The 2nd call to dominance must also get an array:

dominance(np.array(i))

Answer 2

You are approaching this very inefficiently!

---

If you are seeking strict diagonal dominance:

• each row of the matrix can only have 0 or 1 strictly dominant values

• each column of the matrix can only have 0 or 1 strictly dominant values

• if any row or column has 0 strictly dominant values, there are no strictly diagonally dominant permutations of the matrix

• if every row and every column has exactly 1 strictly dominant value, then there is exactly 1 strictly diagonally dominant permuted matrix: for each row of the original matrix, the column index of the dominant item specifies the index of the row in the permuted result matrix

This results in an O(n^2) algorithm instead of O(n^2 * n!) - for a 10*10 matrix, it should be something like 3 million times faster.

---

If you are seeking non-strict diagonal dominance:

• each row of the matrix can only have 0, 1 or 2 dominant values

• each column of the matrix can only have 0, 1 or 2 dominant values

• if any row or column has 0 dominant values, there are no diagonally dominant permutations of the matrix

• (reduction:) if a row has exactly 1 dominant value, and that value's column contains 2 dominant values, the other dominant value in that column can be trivially disregarded (and vice-versa)
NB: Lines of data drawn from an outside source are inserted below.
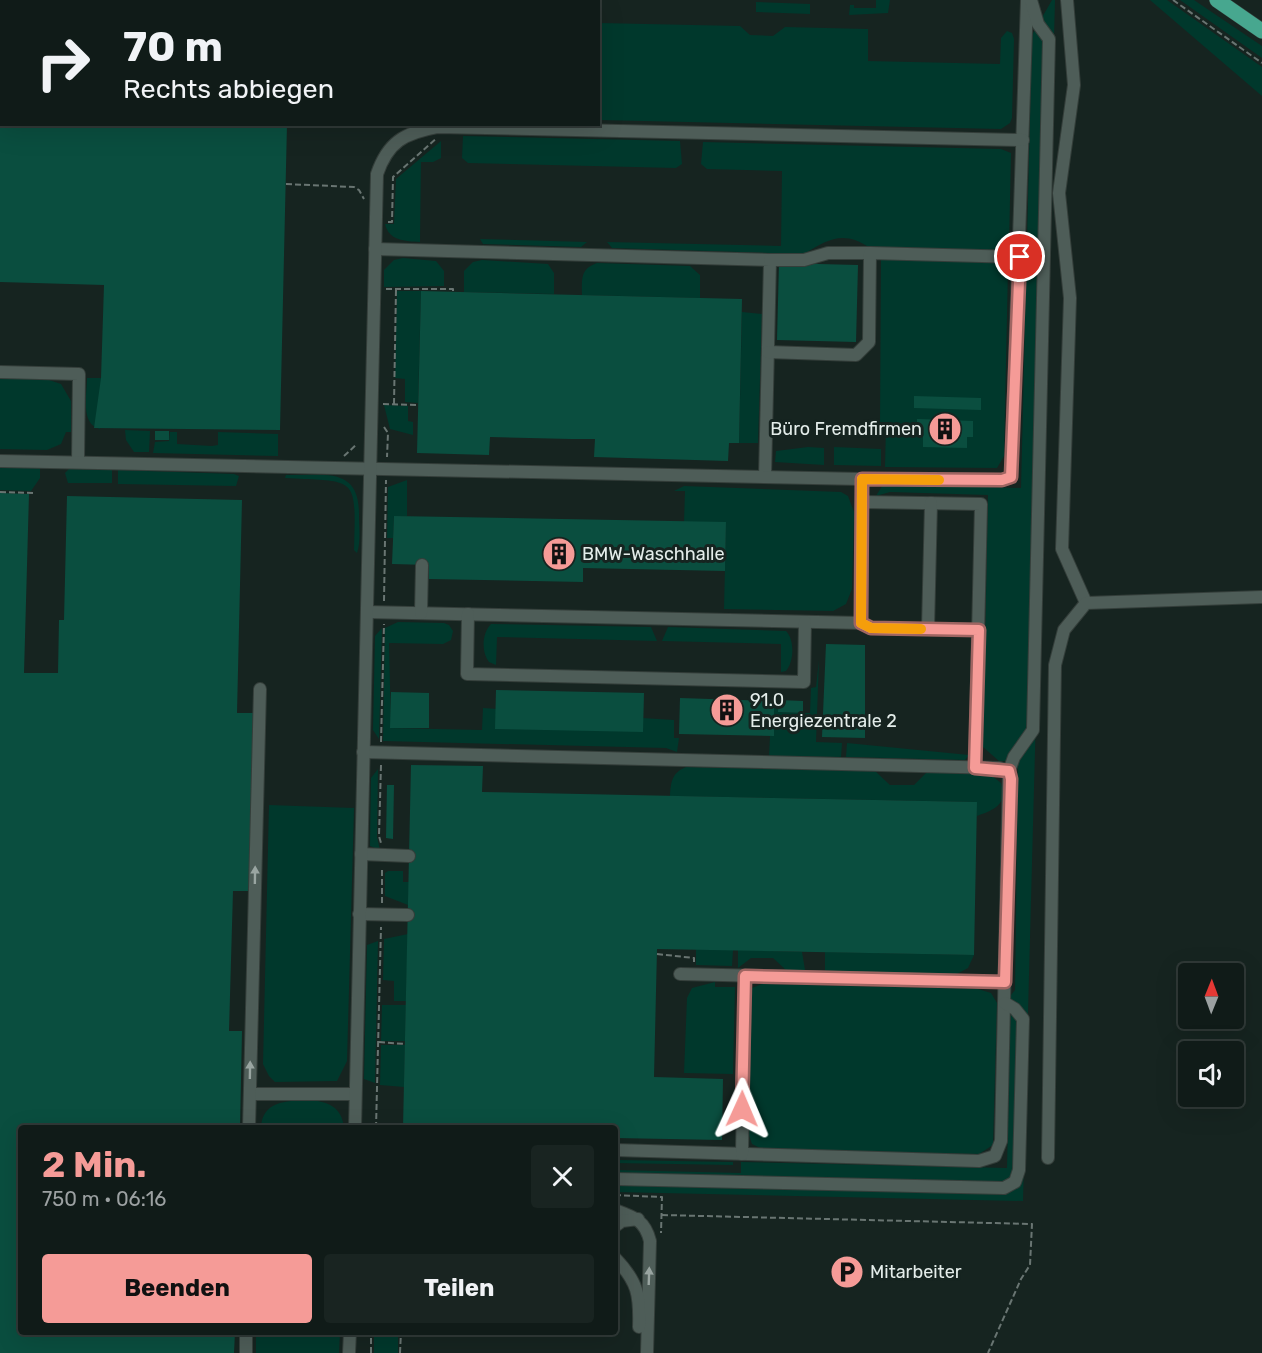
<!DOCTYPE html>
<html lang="de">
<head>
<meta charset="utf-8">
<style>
	body { margin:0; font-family:Rubik,sans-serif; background:#192421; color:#f1f3f6; height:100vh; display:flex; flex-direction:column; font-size:22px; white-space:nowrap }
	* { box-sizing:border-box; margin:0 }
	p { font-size:20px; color:#9ca1a2 }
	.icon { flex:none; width:33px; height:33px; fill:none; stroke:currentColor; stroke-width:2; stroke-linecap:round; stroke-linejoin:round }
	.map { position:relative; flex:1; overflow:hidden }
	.side { position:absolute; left:18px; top:1125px; width:600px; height:210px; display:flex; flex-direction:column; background:#101b18; border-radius:6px; box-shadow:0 6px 24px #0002,0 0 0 2px #303937 }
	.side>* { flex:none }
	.hud { position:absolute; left:0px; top:0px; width:600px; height:126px; box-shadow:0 6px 24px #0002,0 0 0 2px #303937; background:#101b18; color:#f1f3f6; overflow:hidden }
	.needle { width:39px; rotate:1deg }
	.tools { position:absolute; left:1178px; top:963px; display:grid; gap:12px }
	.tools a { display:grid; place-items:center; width:66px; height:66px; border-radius:6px; background:#101b18; box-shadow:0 6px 24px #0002,0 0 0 2px #303937; font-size:30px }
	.pin { position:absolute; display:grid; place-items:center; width:51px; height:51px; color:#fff; margin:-26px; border:3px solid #fff; border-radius:50%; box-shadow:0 2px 6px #0007 }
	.me { position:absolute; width:66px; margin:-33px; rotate:1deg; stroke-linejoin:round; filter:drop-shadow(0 0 4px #0008) }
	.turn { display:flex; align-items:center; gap:21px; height:126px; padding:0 24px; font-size:27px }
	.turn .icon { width:78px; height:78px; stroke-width:2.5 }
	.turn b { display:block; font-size:42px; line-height:51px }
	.round { display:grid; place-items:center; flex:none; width:63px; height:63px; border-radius:6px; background:#192421 }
	.headline { display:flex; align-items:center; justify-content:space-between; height:102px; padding:0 24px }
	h1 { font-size:36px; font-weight:700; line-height:45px; color:#f59b97 }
	.primary-button { display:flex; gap:12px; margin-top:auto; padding:12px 24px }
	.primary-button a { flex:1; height:69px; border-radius:6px; background:#f59b97; color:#111; font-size:24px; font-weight:700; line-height:69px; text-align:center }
	.primary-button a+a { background:#192421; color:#f1f3f6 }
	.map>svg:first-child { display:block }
	.green { fill:#00382c }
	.building { fill:#0a4e3f }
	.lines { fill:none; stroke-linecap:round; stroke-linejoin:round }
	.minor-casing { stroke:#343e3a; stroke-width:14 }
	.major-casing { stroke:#343e3a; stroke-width:16 }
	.path { stroke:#697572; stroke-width:2; stroke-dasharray:6 3; stroke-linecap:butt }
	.minor { stroke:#4e5d58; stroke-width:12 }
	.major { stroke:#47a78f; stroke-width:15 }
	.oneway { fill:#99a5a1 }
	.route-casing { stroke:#9f6562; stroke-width:15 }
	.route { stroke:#f59b97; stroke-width:10 }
	.slow { stroke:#f59e0b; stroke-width:10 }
	.labels { text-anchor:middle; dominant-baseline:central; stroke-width:6; stroke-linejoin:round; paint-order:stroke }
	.poi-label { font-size:18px; fill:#e4edea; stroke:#162420; text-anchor:start }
</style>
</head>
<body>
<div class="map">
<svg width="1262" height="1353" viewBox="0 0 1262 1353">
	<rect width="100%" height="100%" fill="#162420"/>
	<!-- green -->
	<g class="green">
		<polygon points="876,0 890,0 888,13 849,15 850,5 854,5 854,8 876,8"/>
		<polygon points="1052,0 1055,0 1023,1201 615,1192 615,1170 741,1173 741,1162 1007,1168 1011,995 1015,990 1018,762 999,761 983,747 988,495 890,492 876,496 882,486 890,484 1021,488 1032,35"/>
		<polygon points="1150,0 1167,0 1262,67 1262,96"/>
		<polygon points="1180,0 1194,0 1262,46 1262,58"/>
		<polygon points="756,2 810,4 810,14 756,12"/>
		<polygon points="599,23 740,26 750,35 773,36 785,27 868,29 868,61 1000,64 1001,38 1007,31 1012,33 1014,39 1012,118 1010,123 1001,129 599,120"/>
		<polygon points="463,136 680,141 682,164 676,168 468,163 462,158"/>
		<path d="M441,141V158L433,162H421L420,242C405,241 389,241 385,224H394L396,179Z"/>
		<path d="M703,142L1001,149L1011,153L1009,245L1000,253L870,248C844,230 828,239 804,254L612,248L607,242L781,246L782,171L707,169L701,164Z"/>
		<polygon points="480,239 587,242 581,247 483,244"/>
		<polygon points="881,257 1000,260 1006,263 1008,269 1004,456 997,468 885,467 886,426 880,426"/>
		<polygon points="403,258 436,261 444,271 444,286 384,287 384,270 394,260"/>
		<polygon points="482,260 548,264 554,273 554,294 464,292 464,271 473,262"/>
		<path d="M597,263L690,266L700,275V298L582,295C582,279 580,269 597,263Z"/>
		<polygon points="397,291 421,291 418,403 405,402 405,379 395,378"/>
		<polygon points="742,312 762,314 758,443 739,443"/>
		<polygon points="0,377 43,378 61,384 71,401 71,432 66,432 61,444 47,450 0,449"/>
		<path d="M87,378H101L100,429C80,424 87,395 87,378Z"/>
		<polygon points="384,405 408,406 408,421 413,422 413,435 390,429"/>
		<polygon points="125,430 150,431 149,452 134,452 126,440"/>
		<polygon points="170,432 177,432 177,444 212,446 218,445 218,432 278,434 278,456 153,453 155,442 169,441"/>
		<polygon points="808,447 824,448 824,465 775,462 776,451"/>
		<polygon points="834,447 881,449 881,466 834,465"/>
		<polygon points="0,467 40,468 40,478 31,491 0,490"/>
		<polygon points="69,469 112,470 112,483 68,483 65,473"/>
		<polygon points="118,470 234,474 239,476 236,486 118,484"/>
		<path d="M286,475C324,476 360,465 359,516C359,527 361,542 357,553L354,550C356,475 358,482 285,478Z"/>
		<polygon points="407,480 407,516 394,516 393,538 387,538 388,487"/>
		<polygon points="684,486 841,492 848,496 854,512 852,589 846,604 833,611 724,609 726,523 684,522 685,491 674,491"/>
		<polygon points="398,622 444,623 449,625 453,631 451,640 443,644 389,643 391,728 482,730 483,708 674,720 674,738 679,738 677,752 666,748 383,741 385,628"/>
		<path d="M491,624L651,627L657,641L497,637L496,665L489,662C481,652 482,633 491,624Z"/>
		<path d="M668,627L786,631C795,640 794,662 786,671L781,672V644L662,641Z"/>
		<polygon points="382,628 379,739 373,730 375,636"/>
		<polygon points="819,660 816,742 842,743 841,757 769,756 770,736 774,736 774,701 779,700 779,712 810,713 811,688 816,687"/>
		<polygon points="847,743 969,755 965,760 846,757"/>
		<path d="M686,767L875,771L890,785H914L927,772L983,774L991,775L1001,783C1008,805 994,810 977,816L976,802L670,796C671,781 672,773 686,767Z"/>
		<polygon points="378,769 377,837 380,850 370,846 371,778"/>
		<polygon points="269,805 354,808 347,1061 337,1081 275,1082 269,1076 263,1064"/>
		<polygon points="388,871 403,871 403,882 409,882 408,905 385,896 385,873"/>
		<polygon points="408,934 406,1001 394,1001 394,981 383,980 384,939"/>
		<polygon points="378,941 375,1083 364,1079 367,945"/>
		<polygon points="696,949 733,950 732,966 696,965"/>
		<polygon points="738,950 802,952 805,970 786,970 773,958 751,958 738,968"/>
		<polygon points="825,952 974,955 968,968 955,975 825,971"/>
		<polygon points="715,982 715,987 735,987 733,1074 684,1073 687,998 692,988"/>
		<polygon points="762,984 978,989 991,993 997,1003 993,1145 979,1154 762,1149 752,1144 749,1135 749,997 752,988"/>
		<polygon points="382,1005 406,1005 405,1041 381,1041"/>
		<polygon points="381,1045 405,1045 404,1087 380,1085"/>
		<path d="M307,1100C327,1101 342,1106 344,1128H261C262,1101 286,1101 307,1100Z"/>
		<polygon points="615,1160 733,1162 733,1165 615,1163"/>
		<polygon points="256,1332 340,1332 339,1353 256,1353"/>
		<rect x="374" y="1332" width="24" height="21"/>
	</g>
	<!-- building -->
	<g class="building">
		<polygon points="0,124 287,124 280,430 94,428 101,378 104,285 0,282"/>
		<polygon points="779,263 858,265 856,342 777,340"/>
		<polygon points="421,291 742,299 739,443 729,443 728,461 594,457 595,439 571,439 490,437 489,455 417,453"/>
		<polygon points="914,396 981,398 981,410 914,408"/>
		<polygon points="917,419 973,421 973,437 967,437 967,448 923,447 923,436 917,435"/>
		<rect x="155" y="431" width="14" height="9"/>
		<polygon points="0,493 29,494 24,673 58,673 59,620 64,620 67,496 242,500 237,713 255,713 251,891 233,891 229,1031 242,1031 240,1128 21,1128 21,1332 235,1332 234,1353 0,1353"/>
		<polygon points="394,516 726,522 725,571 583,568 583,582 429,579 429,565 392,564"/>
		<polygon points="826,644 865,645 865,738 822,737"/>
		<polygon points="496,690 644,693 643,732 495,729"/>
		<polygon points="391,692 429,693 429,728 390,728"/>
		<polygon points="680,698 774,701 774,736 679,734"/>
		<polygon points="779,700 803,701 803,713 778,712"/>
		<polygon points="411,765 483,766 482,792 977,802 974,955 657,949 654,1077 723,1079 722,1140 615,1138 615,1128 403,1128"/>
		<polygon points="387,785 394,785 393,839 386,838"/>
	</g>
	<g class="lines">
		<!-- minor casing -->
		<g class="minor-casing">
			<g id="minor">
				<polyline points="1067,0 1074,85 1059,193 1070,298 1062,549 1086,603"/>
				<polyline points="375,249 770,260 765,477"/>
				<polyline points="770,260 804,260 828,253 870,253"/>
				<polyline points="768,352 856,355 869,342 870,253 1020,257"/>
				<polyline points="0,372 79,374 78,462"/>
				<polyline points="0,461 862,479 861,623 367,612"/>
				<polyline points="862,479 1002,480 1011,477 1027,0"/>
				<polyline points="862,502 981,504 975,768"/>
				<polyline points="421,613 422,565"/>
				<polyline points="468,614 467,674 804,682 805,622"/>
				<polyline points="861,623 871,628 979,630"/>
				<polyline points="928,629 931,503"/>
				<polyline points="363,752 999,768 1009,771 1001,1141 995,1156 979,1161 615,1150"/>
				<polyline points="1009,771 1014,757 1033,730 1049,39 1038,24 1031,0"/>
				<polyline points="361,854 409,856"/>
				<polyline points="359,914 408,915"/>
				<polyline points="680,974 1005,982"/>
				<polyline points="250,1094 355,1094"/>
				<polyline points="249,1128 260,689"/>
				<path d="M355,1128L377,174C388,142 404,133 437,127L1023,140"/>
				<polyline points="742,1154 745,976"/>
				<polyline points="1048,1158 1055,665 1064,630 1086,603 1262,597"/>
				<polyline points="615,1179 1004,1188 1015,1182 1019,1170 1023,1019 1015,1009 1005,1003"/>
				<path d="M615,1210C634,1217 645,1220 650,1241L647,1353"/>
				<polyline points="615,1226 622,1221 638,1219"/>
				<path d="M615,1258C638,1282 640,1295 639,1327"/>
				<polyline points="246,1353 246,1332"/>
				<polyline points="349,1353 350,1332"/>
			</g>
		</g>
		<!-- major casing -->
		<g class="major-casing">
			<polyline id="major" points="1217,0 1262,31"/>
		</g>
		<!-- path -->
		<g class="path">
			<polyline points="1173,0 1262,63"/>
			<polyline points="286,184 354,187 359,190 364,199"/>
			<polyline points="388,222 392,222 393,177 437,138"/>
			<polyline points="386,289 453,289 453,292"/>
			<polyline points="383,404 418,405"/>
			<polyline points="394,404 396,289"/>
			<polyline points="384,427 388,433 387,457"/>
			<polyline points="344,456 357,444"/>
			<polyline points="0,492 33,493"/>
			<polyline points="384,601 386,480"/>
			<polyline points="381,742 384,624"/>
			<polyline points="381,765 379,836 381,843"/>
			<polyline points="382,903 382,867"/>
			<polyline points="657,954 694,958 694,962"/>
			<polyline points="379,1042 405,1044"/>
			<polyline points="376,1128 381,927"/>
			<polyline points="615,1195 662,1197 661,1233"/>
			<polyline points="662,1215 1032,1224 1030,1265 1021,1279 988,1353"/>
			<polyline points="371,1353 371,1332"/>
			<polyline points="400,1353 401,1332"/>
		</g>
		<!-- minor -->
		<use href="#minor" class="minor"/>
		<!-- major -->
		<use href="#major" class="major"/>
	</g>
	<!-- one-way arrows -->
	<defs><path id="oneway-solid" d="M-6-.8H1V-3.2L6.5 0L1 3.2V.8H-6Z" transform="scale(1.5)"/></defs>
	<g class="oneway">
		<use href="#oneway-solid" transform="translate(255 875) rotate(-89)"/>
		<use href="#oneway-solid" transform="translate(250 1070) rotate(-89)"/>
		<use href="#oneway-solid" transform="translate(649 1276) rotate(-88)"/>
	</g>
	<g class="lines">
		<!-- route casing -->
		<g class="route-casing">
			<polyline id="route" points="742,1109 745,976 1005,982 1011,779 1009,771 975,768 979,630 871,628 861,623 862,479 1002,480 1011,477 1020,257"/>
		</g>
		<!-- route -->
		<use href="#route" class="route"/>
		<!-- slow -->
		<polyline class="slow" points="921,629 871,628 861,623 862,479 939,480"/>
	</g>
	<!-- icons -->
	<defs>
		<g id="building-disc" transform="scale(1.725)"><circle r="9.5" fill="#f59b97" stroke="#162420"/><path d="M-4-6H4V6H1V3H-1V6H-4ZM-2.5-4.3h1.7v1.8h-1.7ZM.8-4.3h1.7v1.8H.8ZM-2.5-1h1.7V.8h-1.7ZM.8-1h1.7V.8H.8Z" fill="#111"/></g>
		<g id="parking-disc" transform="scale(1.725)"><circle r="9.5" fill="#f59b97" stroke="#162420"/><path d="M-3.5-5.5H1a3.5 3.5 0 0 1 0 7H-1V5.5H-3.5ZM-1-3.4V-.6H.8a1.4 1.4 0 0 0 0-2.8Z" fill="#111"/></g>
	</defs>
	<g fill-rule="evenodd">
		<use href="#building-disc" x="945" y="429"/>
		<use href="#building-disc" x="559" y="554"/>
		<use href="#building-disc" x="727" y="710"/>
		<use href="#parking-disc" x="847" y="1272"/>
	</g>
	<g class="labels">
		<!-- poi labels -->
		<g class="poi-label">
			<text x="922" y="429" text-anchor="end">Büro Fremdfirmen</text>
			<text x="582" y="554">BMW-Waschhalle</text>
			<text x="750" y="700">91.0<tspan x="750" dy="21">Energiezentrale 2</tspan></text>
			<text x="870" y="1272">Mitarbeiter</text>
		</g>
	</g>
</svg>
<div class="tools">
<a><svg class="needle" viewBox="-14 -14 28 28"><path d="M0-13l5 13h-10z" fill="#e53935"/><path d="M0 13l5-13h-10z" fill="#9ca1a2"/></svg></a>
<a><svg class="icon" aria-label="sound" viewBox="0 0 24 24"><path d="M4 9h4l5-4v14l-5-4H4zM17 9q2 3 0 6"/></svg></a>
</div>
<div class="pin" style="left:1020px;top:257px;background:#d93025"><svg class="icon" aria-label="arrive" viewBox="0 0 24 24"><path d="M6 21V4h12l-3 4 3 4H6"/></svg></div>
<svg class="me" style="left:742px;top:1109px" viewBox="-20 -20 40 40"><path d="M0-17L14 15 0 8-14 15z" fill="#f59b97" stroke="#fff" stroke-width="4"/></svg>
<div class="hud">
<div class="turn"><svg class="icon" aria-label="right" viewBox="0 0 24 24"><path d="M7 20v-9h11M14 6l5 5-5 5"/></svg><div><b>70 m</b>Rechts abbiegen</div></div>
</div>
<section class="side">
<div class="headline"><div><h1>2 Min.</h1><p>750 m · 06:16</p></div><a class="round"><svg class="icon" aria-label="close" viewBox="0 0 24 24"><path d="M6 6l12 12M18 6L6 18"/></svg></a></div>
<div class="primary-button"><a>Beenden</a><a>Teilen</a></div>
</section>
</div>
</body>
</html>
• if every row and every column has exactly 1 dominant value, then there is exactly 1 diagonally dominant permuted matrix: for each row of the original matrix, the column index of the dominant item specifies the index of the row in the permuted result matrix

• sets of rows having 2 dominant values can combine to form circuits, where each circuit has 0, 1, or 2 diagonally dominant solutions (and selecting a dominant value for one row forces the selection for all other rows in the circuit). A branch-and-prune approach can very quickly find all valid solutions.

For a matrix having t rows with 2 dominant values, this results in an O(n^2 * 2^t) algorithm instead of O(n^2 * n!) - for a 10*10 matrix, it should be between 3 thousand and 3 million times faster (depending on the number of rows having 2 dominant values).